Armed Arizona man arrested for threatening Trump in multiple videos, including one just outside a campaign rally
President-elect Donald Trump may have just dodged yet another assassination attempt, after having narrowly escaped at least two other attempts to take his life in recent months.
An Arizona man was arrested this past week over multiple videos he'd posted that contained death threats against Trump and his family, including one that was filmed right outside one of Trump's campaign rallies in Glendale, the New York Post reported.
That man, Manuel Tamayo-Torres, is now charged with making threats against a president but also faces several counts for making false statements during the purchase of a firearm after it was discovered that he'd lied about his criminal record on the federal gun purchase form while attempting to buy one last year.
Multiple threatening videos posted
ABC News reported that Tamayo-Torres was arrested on Monday near San Diego, California, but is expected to be extradited to Arizona, as that is where the alleged crimes occurred and the resultant criminal charges were filed.
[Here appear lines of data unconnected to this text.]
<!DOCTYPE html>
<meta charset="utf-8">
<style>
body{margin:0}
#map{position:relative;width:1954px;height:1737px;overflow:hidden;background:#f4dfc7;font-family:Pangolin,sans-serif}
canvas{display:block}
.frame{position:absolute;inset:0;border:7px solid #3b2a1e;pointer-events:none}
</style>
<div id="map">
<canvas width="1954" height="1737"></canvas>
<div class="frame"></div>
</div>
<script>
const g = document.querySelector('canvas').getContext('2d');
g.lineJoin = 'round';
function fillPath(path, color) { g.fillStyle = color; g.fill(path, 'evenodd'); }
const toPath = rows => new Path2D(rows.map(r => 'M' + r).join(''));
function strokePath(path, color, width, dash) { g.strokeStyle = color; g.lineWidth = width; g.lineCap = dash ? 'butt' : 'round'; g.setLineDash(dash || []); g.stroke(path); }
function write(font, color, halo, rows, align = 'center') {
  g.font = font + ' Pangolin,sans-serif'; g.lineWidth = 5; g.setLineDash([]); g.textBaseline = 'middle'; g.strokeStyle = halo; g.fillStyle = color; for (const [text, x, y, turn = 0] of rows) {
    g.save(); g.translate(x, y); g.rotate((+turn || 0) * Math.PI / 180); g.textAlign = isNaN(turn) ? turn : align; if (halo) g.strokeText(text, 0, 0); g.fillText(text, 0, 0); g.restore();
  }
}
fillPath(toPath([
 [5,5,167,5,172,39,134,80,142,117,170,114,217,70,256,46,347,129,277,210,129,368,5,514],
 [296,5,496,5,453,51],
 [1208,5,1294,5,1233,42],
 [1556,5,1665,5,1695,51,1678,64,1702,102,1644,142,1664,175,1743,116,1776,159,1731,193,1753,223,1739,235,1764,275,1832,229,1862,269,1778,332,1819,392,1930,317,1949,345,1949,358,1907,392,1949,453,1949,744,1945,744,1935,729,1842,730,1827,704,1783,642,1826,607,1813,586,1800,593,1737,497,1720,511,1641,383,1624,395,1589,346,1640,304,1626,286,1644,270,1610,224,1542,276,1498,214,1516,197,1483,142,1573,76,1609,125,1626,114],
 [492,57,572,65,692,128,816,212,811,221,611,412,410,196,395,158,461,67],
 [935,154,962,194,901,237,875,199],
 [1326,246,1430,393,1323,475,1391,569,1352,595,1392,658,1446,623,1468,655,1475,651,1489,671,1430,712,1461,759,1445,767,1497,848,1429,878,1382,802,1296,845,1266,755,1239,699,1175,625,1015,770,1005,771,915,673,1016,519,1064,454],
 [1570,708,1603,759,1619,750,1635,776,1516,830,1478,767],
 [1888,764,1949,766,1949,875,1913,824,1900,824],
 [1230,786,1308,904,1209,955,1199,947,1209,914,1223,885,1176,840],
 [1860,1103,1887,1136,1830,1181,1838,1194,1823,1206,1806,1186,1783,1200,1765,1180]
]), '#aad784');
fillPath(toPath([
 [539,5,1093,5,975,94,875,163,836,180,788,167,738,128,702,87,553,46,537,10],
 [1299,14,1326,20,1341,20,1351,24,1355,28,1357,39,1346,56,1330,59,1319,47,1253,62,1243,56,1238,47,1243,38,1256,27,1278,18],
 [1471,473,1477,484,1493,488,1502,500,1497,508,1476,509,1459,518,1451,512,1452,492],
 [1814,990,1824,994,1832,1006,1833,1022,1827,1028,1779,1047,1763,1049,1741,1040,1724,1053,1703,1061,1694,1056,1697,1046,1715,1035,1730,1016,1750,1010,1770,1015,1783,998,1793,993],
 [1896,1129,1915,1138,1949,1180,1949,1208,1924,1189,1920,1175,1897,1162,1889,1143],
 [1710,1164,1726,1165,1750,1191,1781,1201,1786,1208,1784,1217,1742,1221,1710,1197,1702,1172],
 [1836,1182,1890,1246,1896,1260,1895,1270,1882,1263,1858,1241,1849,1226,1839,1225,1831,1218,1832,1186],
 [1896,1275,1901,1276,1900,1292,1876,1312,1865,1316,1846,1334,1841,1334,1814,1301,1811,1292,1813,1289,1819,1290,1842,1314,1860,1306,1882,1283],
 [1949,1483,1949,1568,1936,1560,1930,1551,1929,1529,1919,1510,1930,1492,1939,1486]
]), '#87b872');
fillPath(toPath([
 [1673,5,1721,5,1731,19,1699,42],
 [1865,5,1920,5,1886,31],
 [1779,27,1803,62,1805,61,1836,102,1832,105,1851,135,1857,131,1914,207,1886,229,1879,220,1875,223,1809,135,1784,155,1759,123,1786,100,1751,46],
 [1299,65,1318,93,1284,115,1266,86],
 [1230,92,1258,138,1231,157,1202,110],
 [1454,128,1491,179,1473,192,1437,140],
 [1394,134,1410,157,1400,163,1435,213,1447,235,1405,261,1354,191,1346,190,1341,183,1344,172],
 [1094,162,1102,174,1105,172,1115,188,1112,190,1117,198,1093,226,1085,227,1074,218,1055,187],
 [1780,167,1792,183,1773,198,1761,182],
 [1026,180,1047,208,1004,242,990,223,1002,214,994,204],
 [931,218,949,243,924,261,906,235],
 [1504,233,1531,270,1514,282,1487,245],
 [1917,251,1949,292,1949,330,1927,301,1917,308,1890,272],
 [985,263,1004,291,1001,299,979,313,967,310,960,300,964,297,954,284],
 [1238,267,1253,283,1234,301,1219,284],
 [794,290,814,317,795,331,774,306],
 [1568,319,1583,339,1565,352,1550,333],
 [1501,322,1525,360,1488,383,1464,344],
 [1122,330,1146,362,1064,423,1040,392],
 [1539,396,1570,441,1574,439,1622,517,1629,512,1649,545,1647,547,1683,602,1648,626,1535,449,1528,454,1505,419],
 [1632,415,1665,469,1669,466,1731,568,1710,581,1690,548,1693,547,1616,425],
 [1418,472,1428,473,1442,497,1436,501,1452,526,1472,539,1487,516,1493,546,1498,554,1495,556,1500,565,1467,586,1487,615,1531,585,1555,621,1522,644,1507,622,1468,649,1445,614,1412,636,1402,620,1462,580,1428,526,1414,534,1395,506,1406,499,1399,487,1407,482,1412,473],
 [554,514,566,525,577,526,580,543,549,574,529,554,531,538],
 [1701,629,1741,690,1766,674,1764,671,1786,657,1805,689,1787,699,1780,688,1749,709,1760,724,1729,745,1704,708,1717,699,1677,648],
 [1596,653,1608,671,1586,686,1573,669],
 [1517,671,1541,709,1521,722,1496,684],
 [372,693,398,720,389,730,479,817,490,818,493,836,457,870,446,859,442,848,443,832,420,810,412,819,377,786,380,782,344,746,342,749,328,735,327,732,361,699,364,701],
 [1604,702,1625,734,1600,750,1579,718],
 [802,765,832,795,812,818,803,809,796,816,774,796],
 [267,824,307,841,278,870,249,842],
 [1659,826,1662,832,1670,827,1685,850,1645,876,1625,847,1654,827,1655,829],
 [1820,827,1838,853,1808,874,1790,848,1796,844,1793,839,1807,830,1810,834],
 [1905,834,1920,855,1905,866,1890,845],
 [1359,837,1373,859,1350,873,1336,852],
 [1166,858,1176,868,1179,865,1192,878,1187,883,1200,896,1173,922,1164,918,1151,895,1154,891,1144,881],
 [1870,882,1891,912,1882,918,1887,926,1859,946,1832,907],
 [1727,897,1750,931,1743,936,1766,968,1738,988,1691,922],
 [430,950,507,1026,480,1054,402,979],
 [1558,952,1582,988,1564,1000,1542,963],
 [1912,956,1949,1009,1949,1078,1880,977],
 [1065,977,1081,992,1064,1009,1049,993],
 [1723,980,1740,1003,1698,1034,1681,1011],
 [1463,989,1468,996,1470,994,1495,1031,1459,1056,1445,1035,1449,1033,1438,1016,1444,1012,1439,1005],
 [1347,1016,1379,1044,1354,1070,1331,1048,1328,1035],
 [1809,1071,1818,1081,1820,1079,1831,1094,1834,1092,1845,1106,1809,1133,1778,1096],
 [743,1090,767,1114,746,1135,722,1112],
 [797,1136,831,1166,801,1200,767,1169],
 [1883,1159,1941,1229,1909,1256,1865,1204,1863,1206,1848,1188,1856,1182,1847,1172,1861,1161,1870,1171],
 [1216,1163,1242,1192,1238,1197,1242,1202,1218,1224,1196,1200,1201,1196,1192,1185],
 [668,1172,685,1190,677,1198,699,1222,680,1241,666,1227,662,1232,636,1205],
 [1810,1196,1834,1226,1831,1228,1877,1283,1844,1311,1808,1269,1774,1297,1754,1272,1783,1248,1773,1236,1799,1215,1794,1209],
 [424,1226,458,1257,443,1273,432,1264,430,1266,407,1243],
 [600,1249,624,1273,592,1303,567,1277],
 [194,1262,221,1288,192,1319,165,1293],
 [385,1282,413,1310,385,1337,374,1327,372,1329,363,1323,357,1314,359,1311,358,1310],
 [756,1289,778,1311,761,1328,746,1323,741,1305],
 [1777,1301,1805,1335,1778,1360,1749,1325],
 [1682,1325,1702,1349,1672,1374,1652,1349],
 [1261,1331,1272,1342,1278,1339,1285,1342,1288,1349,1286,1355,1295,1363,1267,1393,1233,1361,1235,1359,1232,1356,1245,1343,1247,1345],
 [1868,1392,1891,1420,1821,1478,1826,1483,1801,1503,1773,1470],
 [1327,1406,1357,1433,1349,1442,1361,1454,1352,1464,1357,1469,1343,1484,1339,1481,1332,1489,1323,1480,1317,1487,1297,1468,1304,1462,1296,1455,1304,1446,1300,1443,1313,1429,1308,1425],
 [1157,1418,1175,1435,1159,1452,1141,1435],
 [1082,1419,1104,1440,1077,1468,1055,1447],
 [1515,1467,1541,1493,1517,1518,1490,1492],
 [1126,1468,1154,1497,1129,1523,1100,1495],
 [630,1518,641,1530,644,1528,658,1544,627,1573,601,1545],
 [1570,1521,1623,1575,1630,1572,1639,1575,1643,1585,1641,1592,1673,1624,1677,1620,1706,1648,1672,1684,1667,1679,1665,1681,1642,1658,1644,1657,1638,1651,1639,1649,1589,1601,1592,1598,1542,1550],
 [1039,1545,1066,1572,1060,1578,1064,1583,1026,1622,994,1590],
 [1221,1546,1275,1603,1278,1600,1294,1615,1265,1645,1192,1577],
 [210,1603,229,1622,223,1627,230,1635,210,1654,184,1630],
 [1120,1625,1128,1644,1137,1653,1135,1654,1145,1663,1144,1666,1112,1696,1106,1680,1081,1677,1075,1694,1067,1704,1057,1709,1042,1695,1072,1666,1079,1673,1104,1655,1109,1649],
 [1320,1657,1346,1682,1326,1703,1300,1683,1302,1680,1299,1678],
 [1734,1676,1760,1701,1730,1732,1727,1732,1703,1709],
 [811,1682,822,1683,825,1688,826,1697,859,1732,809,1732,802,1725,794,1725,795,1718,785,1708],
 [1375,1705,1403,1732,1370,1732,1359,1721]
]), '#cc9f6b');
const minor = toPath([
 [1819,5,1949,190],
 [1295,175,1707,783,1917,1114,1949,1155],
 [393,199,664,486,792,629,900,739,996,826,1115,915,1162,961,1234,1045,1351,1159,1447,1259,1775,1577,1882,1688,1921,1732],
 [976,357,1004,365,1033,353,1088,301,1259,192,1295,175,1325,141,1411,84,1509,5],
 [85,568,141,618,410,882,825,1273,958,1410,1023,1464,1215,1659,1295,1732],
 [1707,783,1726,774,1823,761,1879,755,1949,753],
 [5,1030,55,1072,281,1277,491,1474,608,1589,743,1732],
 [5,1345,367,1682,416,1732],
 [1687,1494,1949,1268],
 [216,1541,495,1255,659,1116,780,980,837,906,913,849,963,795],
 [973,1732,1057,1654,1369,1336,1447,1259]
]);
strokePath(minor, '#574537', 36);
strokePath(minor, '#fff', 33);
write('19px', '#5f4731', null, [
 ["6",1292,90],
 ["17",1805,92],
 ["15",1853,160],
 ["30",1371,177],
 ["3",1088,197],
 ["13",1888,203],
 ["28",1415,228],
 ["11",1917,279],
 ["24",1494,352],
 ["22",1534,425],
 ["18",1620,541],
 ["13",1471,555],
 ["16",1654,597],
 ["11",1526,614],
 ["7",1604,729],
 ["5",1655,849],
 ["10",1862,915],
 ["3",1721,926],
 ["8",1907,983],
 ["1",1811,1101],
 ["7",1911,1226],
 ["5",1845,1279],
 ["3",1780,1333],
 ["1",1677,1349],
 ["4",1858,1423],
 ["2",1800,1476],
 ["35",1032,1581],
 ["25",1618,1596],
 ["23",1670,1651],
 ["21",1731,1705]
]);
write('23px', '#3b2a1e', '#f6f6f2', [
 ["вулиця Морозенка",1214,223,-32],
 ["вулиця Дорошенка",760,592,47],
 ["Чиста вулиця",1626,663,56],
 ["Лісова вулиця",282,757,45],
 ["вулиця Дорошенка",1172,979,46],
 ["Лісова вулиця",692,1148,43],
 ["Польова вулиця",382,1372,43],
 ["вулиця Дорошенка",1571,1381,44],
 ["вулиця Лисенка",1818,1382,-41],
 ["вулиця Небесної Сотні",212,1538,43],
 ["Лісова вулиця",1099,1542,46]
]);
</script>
Per federal prosecutors, dating back to at least August and continuing through until just last week, Tamayo-Torres is alleged to have posted "numerous" videos to social media "on a near-daily basis" that featured him holding an AR-15-style weapon while making "vague yet direct threats" and bizarre accusations against President-elect Trump and his family.
In his most recent video, he said of Trump, "[Y]ou're gonna die," as well as, "[Y]our son's gonna die. Your whole family is going to die. ... I'm going to put a hole in your face."
In that and other videos, including one on Aug. 23 from right outside Trump's packed rally at the Desert Diamond Arena in Glendale, Tamayo-Torres accused the former president, members of his family, and even Secret Service agents of kidnapping and sex trafficking his children -- though it is unclear if the man actually has any children.
Prohibited from possessing firearms
Both ABC and the Post reported that prosecutors presented evidence from Tamayo-Torres' social media accounts which showed him in possession of not just the AR-15-style weapon wielded in his videos but also at least one other rifle and a tactical shotgun, along with multiple standard capacity magazines and ammunition.
According to Fox News, he was prohibited by federal law from possessing or purchasing any of that as he was a previously convicted felon who is also currently subject to a restraining order filed against him by his ex-wife.
Yet, despite the restraining order and the six-year sentence he received in 2003 for a felony assault conviction, Tamayo-Torres lied on two separate occasions at a Phoenix gun store last year when he falsely asserted on the federal gun purchase forms that he was neither a convicted felon nor subject to a restraining order during an unsuccessful attempt to buy more weapons he was not allowed to own.
Series of assassination attempts and threats against Trump
The fact that Tamayo-Torres recorded and posted one of his threatening videos against President-elect Trump from outside of one of his campaign rallies in Arizona is disturbingly reminiscent of the first known assassination attempt against Trump this year, which also occurred at a Trump rally in Butler, Pennsylvania in mid-July.
In that terrifying incident, the would-be assassin armed with a rifle gained access to a rooftop overlooking the nearby outdoor rally and managed to fire off several shots -- grazing Trump's ear with a near-miss of his head while killing one rally-goer and wounding two others -- before he was terminated by a Secret Service countersniper.
Just a couple of months later, Trump evaded a second would-be assassin who was armed with a rifle and waiting in some bushes to ambush the former president while he golfed on his private course near his Mar-a-Lago residence in South Florida, though the would-be shooter was scared away when he was spotted and fired upon by Secret Service agents.
Trump, along with members of his family, have endured an unknown number of death threats over the years, at least in part because of the way in which Democrats and the media have relentlessly demonized and smeared him, which undoubtedly has encouraged some of Trump's haters to take action against him.